- **Dataset records**:
·····

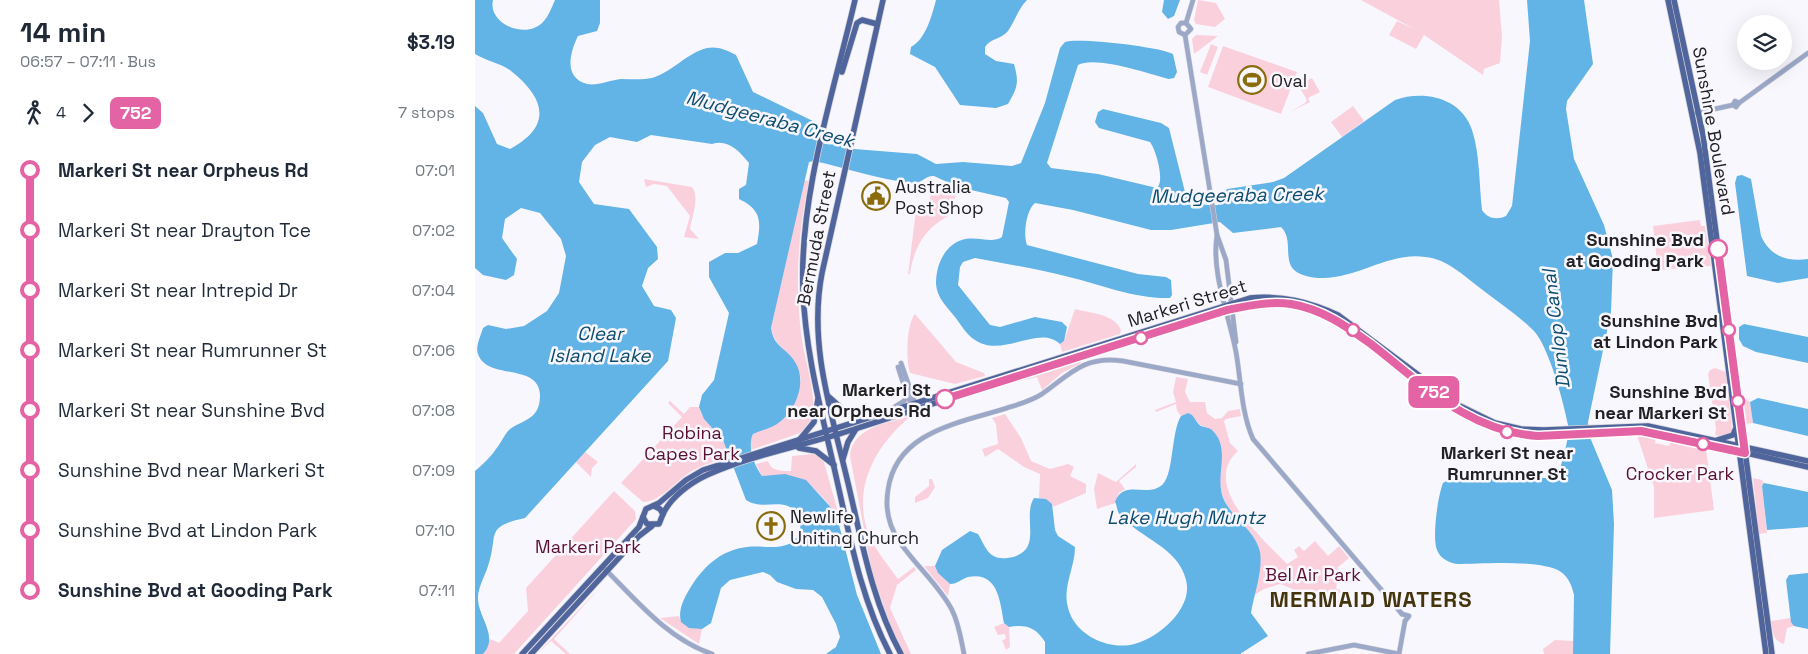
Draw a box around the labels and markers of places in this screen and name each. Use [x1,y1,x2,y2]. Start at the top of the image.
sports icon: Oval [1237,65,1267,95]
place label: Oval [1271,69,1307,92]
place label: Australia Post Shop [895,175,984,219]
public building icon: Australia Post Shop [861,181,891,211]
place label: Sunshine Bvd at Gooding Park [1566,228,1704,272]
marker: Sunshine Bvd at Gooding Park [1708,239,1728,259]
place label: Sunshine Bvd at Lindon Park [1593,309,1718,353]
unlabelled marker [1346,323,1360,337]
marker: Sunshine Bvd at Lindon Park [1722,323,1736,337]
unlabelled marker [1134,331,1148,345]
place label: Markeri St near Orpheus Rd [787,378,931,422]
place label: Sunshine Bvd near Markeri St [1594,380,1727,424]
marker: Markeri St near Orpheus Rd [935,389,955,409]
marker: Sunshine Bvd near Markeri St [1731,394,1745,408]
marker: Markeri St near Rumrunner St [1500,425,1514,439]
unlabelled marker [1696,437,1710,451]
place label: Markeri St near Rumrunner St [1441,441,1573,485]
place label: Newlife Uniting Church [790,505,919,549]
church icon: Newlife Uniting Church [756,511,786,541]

·····

- **Activity**: What is needed is each line of the entries that contains the word "Park".

- **Response to this task**:
place label: Sunshine Bvd at Gooding Park [1566,228,1704,272]
marker: Sunshine Bvd at Gooding Park [1708,239,1728,259]
place label: Sunshine Bvd at Lindon Park [1593,309,1718,353]
marker: Sunshine Bvd at Lindon Park [1722,323,1736,337]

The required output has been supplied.